Begitulah yang saya ingat sewaktu kecil. Kata "film" dan "action" dilafalkan /pelem aktion/ dengan sangat lugunya.
Benar, sewaktu saya kecil sering nonton film laga, terutama produk luar negeri. Bukan hanya betapa indahnya adegan beladiri yang ditampilkan, tetapi juga kelicikan tokoh-tokoh antagonisnya.
Dalam kisah penyanderaan, misalnya, betapa tidak kesatrianya para teroris itu. Padahal mereka berbadan dan berotot besar. Bahkan, semuanya bertato tanda kejantanan dengan dilengkapi senjata api canggih.
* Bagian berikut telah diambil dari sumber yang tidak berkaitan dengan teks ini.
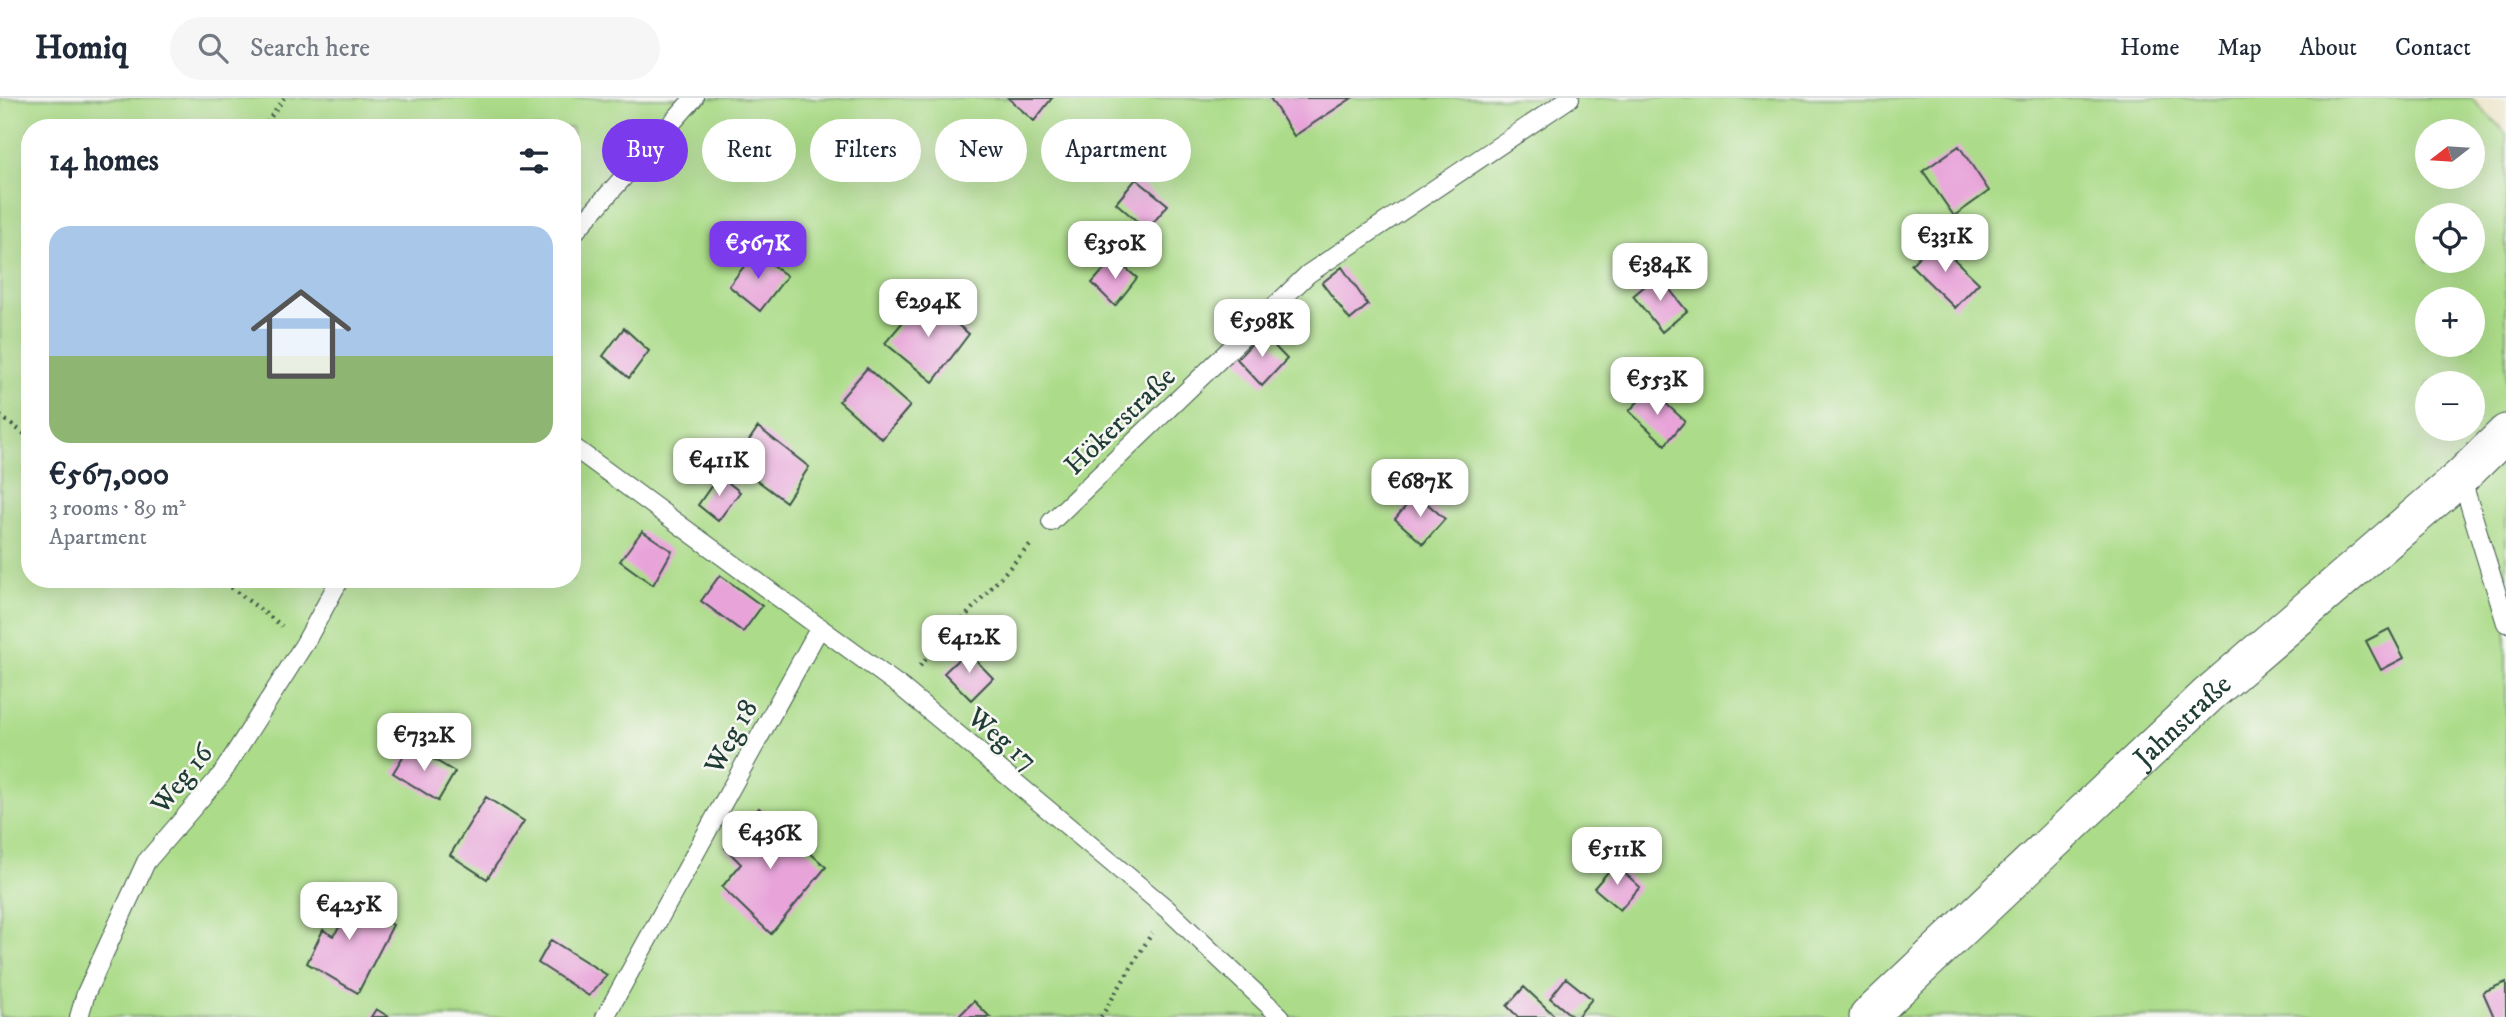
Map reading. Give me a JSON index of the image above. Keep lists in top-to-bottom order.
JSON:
{
  "streets": {
    "street": ["Jahnstraße"],
    "lane": [
      "Hökerstraße",
      "Weg 18",
      "Weg 17",
      "Weg 16"
    ]
  },
  "crossings": [
    ["Weg 18", "Weg 17"]
  ],
  "north": "left",
  "page": {
    "header": "Homiq",
    "search": "Search here",
    "nav": [
      "Home",
      "Map",
      "About",
      "Contact"
    ],
    "map_buttons": ["+", "−"],
    "chip": [
      "Buy",
      "Rent",
      "Filters",
      "New",
      "Apartment"
    ],
    "heading": "14 homes",
    "list": [
      {
        "name": "€567,000",
        "note": "3 rooms · 89 m² · Apartment"
      }
    ],
    "price": [
      "€331K",
      "€567K",
      "€350K",
      "€384K",
      "€294K",
      "€598K",
      "€553K",
      "€411K",
      "€687K",
      "€412K",
      "€732K",
      "€436K",
      "€511K",
      "€425K"
    ]
  }
}
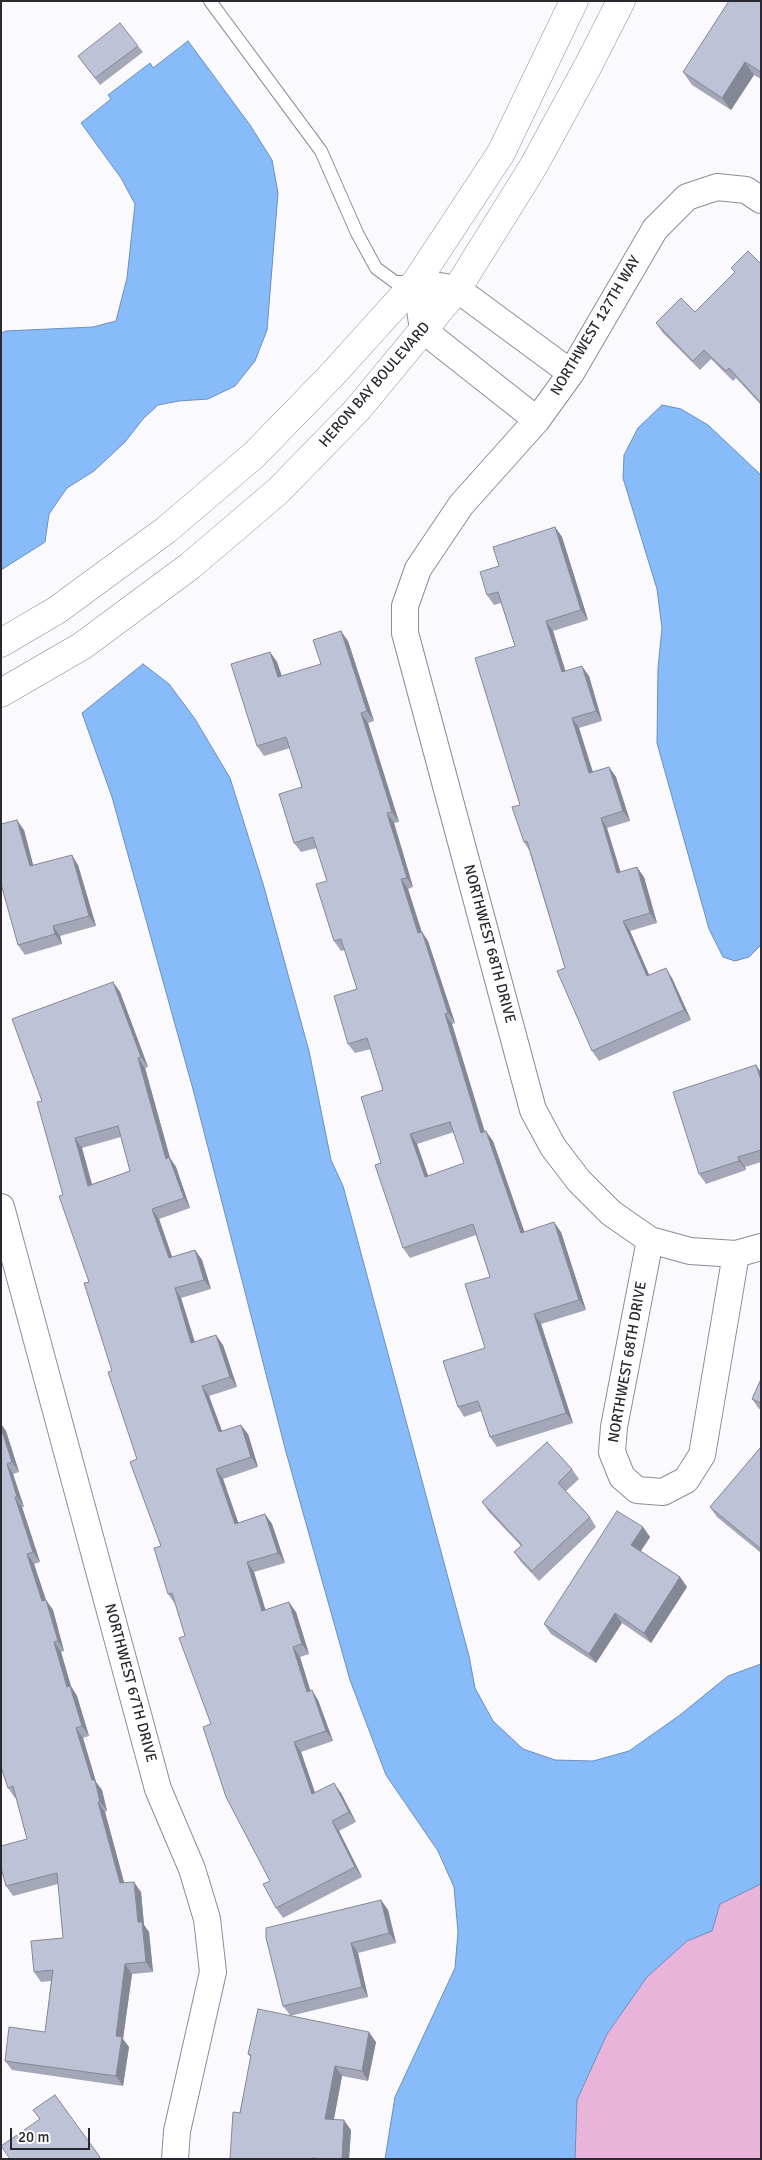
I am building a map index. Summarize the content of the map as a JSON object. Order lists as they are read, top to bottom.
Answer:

Begitu pula dengan kelicikan para penganut radikalisme dalam upaya merebut pemerintahan yang sah. Mereka menggunakan segala cara termasuk pembunuhan besar-besaran untuk mencapai tujuan semu.
Dan, dari semua film laga yang saya tonton itu para teroris dan penganut radikalisme tidak ada yang berjanggut. Perempuannya juga tidak bercadar. Di jidat mereka juga tidak ada tanda hitam sebagai tanda bekas sujud. Selain itu, mereka tidak ada yang bercelana cingkrang.
Nah yang paling penting, mereka juga sama sekali tidak menggunakan atribut keagamaan mana pun. Yang tampak pada mereka adalah kejahatan dan kelicikan luar biasa.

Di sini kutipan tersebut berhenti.